Summary
This individual participant data meta-analysis of over 2.1 million pregnancies across 20 high-income and upper-middle-income countries found significant racial and ethnic disparities in perinatal outcomes. Babies born to Black women experienced substantially elevated risks of neonatal death (2-fold), stillbirth (2.16-fold), preterm birth (1.65-fold), and small-for-gestational-age status (1.39-fold) compared with babies born to White women, after adjustment for key maternal and sociodemographic confounders. The findings suggest that structural and systemic factors beyond individual risk factors may contribute to persistent disparities in pregnancy outcomes.
Regional applicability
These findings are directly applicable to UK maternity services, which serve diverse racial and ethnic populations with documented disparities in maternal and perinatal outcomes.
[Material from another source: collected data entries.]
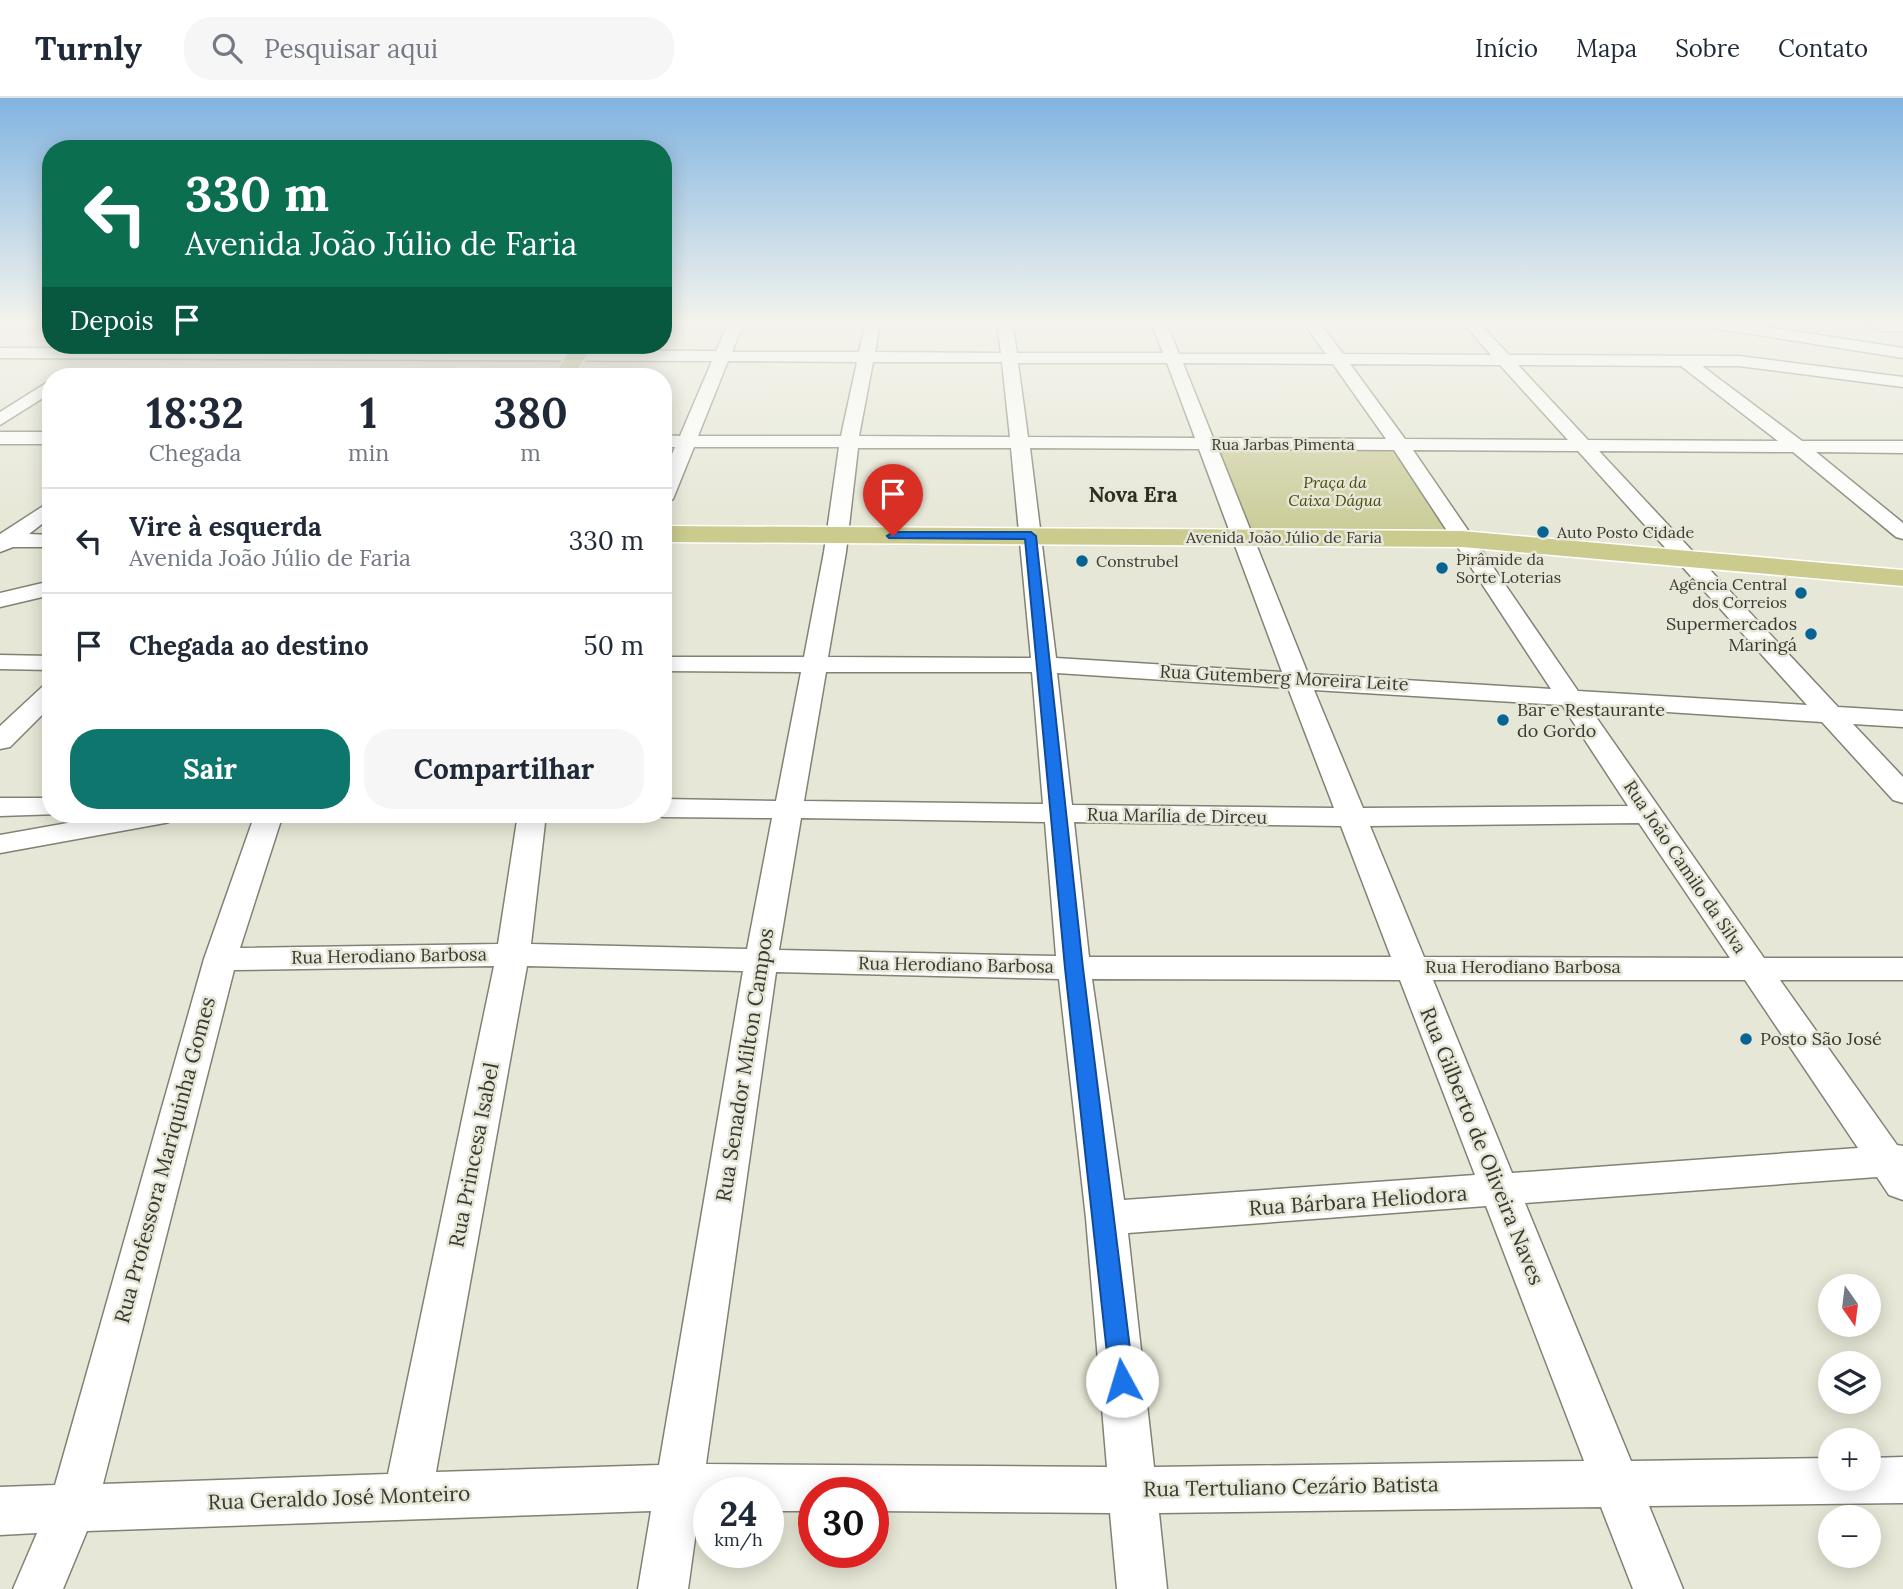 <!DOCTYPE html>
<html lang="pt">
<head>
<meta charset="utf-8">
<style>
	body { margin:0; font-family:Lora,serif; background:#f6f6f7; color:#1f2937; height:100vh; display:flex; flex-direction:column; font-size:26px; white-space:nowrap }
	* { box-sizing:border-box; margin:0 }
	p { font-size:23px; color:#747a83 }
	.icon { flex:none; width:38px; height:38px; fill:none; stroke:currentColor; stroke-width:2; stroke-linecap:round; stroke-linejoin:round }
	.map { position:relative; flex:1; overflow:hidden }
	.details { position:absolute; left:42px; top:270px; width:630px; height:455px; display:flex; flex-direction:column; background:#fff; border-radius:28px; box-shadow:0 4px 18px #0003 }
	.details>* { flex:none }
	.banner { position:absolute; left:42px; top:42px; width:630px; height:214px; border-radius:28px; box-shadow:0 4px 18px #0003; background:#0b6e4f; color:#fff; overflow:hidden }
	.needle { width:46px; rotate:166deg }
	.controls { position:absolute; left:1818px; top:1176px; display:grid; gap:14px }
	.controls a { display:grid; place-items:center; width:63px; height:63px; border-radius:50%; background:#fff; box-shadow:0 4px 18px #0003; font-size:35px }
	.speed { position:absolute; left:693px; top:1379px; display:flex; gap:14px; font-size:35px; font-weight:700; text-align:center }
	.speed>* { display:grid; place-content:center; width:91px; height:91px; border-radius:50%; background:#fff; box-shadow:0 4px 18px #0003; line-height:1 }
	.speed small { font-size:18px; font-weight:400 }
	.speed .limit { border:10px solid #d22; background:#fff; color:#111 }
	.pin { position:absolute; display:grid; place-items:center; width:60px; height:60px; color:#fff; margin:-72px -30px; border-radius:50% 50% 50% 0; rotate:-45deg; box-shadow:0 0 7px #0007 }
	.pin .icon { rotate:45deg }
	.me { position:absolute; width:77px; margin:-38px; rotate:354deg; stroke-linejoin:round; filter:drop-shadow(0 0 5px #0008) }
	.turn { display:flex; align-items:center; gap:24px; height:147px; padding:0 28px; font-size:32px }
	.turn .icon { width:91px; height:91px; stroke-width:2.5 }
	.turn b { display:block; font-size:49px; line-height:60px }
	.then { display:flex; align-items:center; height:66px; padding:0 28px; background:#0003; gap:14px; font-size:26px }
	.eta { display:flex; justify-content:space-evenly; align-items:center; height:119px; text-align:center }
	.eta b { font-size:42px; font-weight:700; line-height:49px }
	.primary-button { display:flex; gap:14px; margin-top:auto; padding:14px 28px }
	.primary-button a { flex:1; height:80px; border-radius:28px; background:#0f766e; color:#fff; font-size:28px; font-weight:700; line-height:80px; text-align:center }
	.primary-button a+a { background:#f6f6f7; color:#1f2937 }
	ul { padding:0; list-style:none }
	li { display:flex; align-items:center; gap:21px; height:105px; padding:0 28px; border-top:2px solid #e0e1e3 }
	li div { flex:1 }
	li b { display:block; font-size:26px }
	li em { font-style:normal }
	header { display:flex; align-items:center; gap:42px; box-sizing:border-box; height:98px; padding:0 35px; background:#fff; border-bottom:2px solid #e0e1e3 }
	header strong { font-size:33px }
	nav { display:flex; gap:38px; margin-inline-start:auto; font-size:24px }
	.search { width:490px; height:63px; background:#f6f6f7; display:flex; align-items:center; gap:18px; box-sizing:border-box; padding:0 24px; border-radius:28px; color:#747a83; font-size:26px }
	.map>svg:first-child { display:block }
</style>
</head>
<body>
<header>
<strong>Turnly</strong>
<div class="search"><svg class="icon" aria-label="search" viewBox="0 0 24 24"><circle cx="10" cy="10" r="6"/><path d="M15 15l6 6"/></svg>Pesquisar aqui</div>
<nav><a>Início</a><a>Mapa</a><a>Sobre</a><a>Contato</a></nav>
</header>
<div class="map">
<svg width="1903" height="1491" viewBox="0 0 1903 1491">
	<rect width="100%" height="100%" fill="#e6e7d6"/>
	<path fill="#cacc98" d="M1215,347l180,2 59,90 -207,-2z"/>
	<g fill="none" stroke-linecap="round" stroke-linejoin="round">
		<defs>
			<path id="minor" d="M0,224h14l-14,8z
				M729,224h15l-12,30h127l7,-30h14l-5,30 126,1 -4,-31h15l5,31h146l-12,-31h15l13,32h147l-23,-32h16l24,32 148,1 -29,-33h16l31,33 230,1 164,21v10l-164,-21h-37l100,75h101v12l-87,-1 87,71v16l-7,-2 -103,-85 -194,-1 239,256 65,4v16l-50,-3 50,53v26l-10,-3 -71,-78 -233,-15 175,251h139v22h-123l117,165 6,1v54l-14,-5 -12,-18 -352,26 106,258 199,-3v21h39v-21l34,-1v46l-254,3 34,83h-50l-32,-82 -442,6 8,76h-50l-7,-76 -237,-2v-18h-59v18h-46v-18h-59v17h-10l-11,79h-50l13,-78 -564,20 -24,58h-50l24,-56 -37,2v-48l55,-2 149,-526 51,-145h28l-43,134 258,-4 20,-130h28l-15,130 216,5 25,-131 -109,-1 -10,-3h10v-15l113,2 25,-129 -138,-1v-14h141l20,-105 15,-105h-145l-21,52 -10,6v-30l12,-28h-12v-12l17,1 32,-75 -712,-3v-10l716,3zM728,263l129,1 -16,74h-143zM873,264h129l8,75 -151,-1zM1018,265h149l28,75 -167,-1zM1183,265l150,1 53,75 -173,-1zM1350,266l150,1 68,75 -163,-1zM1518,267l163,1 97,75 -190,-1zM858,350h153l20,210 -203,-1 18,-105zM1030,350l169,1 83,223 -226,-14zM1218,351l176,1 157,239 -243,-15zM1413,352l165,1 229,254 -229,-14zM826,574h206l11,132 -239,-3zM1057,575l231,15 46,120 -262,-3zM1314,592l248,15 66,101 -265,2zM801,720l244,4 11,134 -277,-6zM1074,724l267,4 50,131h-302zM1639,725l91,135 -306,-1 -54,-131zM494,868l-106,508 -285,10 131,-514zM527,868l216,5 -84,494 -223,7zM776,874l283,7 27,239 21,249 -401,-3zM1092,881l308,1 75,195 -351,25zM1433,882h312l113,168 -346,25zM1486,1108l98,255 -430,6 -26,-234z
				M1699,224h35l169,26v10l-196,-31z
				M1861,224h42v9h-20z
				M51,282v13l-51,32v-13z
				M0,334h51v12h-51z
				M51,403v16l-22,17 22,1v12h-38l-13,5v-18z
				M51,483v14l-51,12v-14z
				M0,557l51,1v14l-51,-1z
				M51,586v22l-41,41 -10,2v-23l42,-39z
				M0,700h51v16h8l-59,2z
				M118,716h61l-4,6 -10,3 -165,30v-18z"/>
			<path id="major" d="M574,247h20l-21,31h-20z
				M663,428l799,5 441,39v16l-441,-39 -799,-5z"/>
		</defs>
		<use href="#minor" stroke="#818273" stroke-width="3"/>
		<use href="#major" stroke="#fff" stroke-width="3"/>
		<use href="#minor" fill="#fff" fill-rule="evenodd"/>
		<use href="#major" fill="#cacb8d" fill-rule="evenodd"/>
	</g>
	<linearGradient id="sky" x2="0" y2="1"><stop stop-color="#81b4e1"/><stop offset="0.52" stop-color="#f4f4ed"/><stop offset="1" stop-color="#f4f4ed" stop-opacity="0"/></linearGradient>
	<rect width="1903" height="432" fill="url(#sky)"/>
	<path fill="#1a73e8" stroke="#114b97" stroke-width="2" d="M893,434h138l5,4 47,432 51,413 -3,7 -9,4 -8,-4 -4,-7 -45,-413 -40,-429 -136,-1 -2,-2z"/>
	<g fill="#066393" stroke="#e6e7d6" stroke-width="2.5">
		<circle cx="1543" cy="434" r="7"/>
		<circle cx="1082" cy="463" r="7"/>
		<circle cx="1442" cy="470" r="7"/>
		<circle cx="1801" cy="495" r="7"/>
		<circle cx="1811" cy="536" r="7"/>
		<circle cx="1503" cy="622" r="7"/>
		<circle cx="1746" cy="941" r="7"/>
	</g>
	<g text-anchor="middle" stroke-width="5" stroke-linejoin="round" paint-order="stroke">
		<g font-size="16" fill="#3a3a34" stroke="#e6e7d6">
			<text x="1283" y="352">Rua Jarbas Pimenta</text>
			<text x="1284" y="445">Avenida João Júlio de Faria</text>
		</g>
		<g font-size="16" font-style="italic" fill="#4a4b0e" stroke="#e6e7d6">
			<text x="1335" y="390">Praça da<tspan x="1335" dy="18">Caixa Dágua</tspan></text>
		</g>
		<g font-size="16" fill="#3a3a34" stroke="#e6e7d6" text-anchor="start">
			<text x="1557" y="440">Auto Posto Cidade</text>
			<text x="1456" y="467">Pirâmide da<tspan x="1456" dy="18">Sorte Loterias</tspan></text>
			<text x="1096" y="469">Construbel</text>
			<text x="1787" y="492" text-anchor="end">Agência Central<tspan x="1787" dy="18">dos Correios</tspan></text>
		</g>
		<g font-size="18" fill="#3a3a34" stroke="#e6e7d6" text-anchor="start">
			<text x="1797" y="532" text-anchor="end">Supermercados<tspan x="1797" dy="21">Maringá</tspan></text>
			<text x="1517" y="618">Bar e Restaurante<tspan x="1517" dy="21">do Gordo</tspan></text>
			<text x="1760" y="947">Posto São José</text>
		</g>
		<g font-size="18" fill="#3a3a34" stroke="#e6e7d6">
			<text transform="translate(1284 580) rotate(3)" y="6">Rua Gutemberg Moreira Leite</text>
			<text transform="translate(1177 718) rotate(1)" y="6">Rua Marília de Dirceu</text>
			<text transform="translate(1685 769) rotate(56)" y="6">Rua João Camilo da Silva</text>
			<text transform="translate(389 858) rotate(-1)" y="6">Rua Herodiano Barbosa</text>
			<text transform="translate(956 867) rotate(1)" y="6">Rua Herodiano Barbosa</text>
			<text x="1523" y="875">Rua Herodiano Barbosa</text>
		</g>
		<g font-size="21" font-weight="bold" fill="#2e2f22" stroke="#e6e7d6">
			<text x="1133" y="404">Nova Era</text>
		</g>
		<g font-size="21" fill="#3a3a34" stroke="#e6e7d6">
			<text transform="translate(745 967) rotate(-81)" y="7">Rua Senador Milton Campos</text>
			<text transform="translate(1482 1048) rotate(68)" y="7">Rua Gilberto de Oliveira Naves</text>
			<text transform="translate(474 1057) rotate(-79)" y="7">Rua Princesa Isabel</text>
			<text transform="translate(165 1062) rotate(-75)" y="7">Rua Professora Mariquinha Gomes</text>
			<text transform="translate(1358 1103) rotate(-4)" y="7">Rua Bárbara Heliodora</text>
			<text transform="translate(1291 1389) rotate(-1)" y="7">Rua Tertuliano Cezário Batista</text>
			<text transform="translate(339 1400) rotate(-2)" y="7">Rua Geraldo José Monteiro</text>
		</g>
	</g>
</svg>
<div class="controls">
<a><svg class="needle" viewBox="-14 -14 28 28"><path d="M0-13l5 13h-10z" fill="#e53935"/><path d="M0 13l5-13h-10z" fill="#747a83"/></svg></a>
<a><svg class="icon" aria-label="layers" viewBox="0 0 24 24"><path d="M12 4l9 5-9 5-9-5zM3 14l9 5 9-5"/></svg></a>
<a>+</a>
<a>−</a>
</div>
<div class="speed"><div>24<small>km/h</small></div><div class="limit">30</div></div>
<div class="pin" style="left:893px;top:438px;background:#d93025"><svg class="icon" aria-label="arrive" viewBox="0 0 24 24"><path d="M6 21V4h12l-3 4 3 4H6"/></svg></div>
<svg class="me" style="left:1122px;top:1283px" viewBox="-20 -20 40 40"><circle r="19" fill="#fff"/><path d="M0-13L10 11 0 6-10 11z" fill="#1a73e8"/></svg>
<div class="banner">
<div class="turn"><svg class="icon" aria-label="left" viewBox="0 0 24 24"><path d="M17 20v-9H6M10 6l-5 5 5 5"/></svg><div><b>330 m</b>Avenida João Júlio de Faria</div></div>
<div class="then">Depois<svg class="icon" aria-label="arrive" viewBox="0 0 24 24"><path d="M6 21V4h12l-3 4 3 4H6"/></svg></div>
</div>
<section class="details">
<div class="eta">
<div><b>18:32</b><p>Chegada</p></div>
<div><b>1</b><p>min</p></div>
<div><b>380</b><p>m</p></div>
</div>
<ul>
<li><svg class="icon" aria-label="left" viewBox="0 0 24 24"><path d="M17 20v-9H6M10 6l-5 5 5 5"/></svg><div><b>Vire à esquerda</b><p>Avenida João Júlio de Faria</p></div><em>330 m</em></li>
<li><svg class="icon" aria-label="arrive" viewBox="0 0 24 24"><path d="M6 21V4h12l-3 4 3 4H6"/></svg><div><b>Chegada ao destino</b></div><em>50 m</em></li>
</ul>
<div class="primary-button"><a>Sair</a><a>Compartilhar</a></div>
</section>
</div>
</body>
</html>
The data inform UK policy discussions on reducing inequalities in maternity care and highlight the need for investigation of mechanisms underlying these disparities in the UK health system context.
Key measures
Odds ratios (95% confidence intervals) for neonatal death, stillbirth, preterm birth, and small-for-gestational-age status by maternal race/ethnicity category (White, Black, South Asian, Hispanic, Other), adjusted for maternal age, BMI, parity, and education level
Outcomes reported
The study assessed the association between maternal race/ethnicity and perinatal outcomes including neonatal mortality, stillbirth, preterm birth, and small-for-gestational-age births. Data were analysed from 2,198,655 pregnancies across 51 studies in 20 high-income and upper-middle-income countries.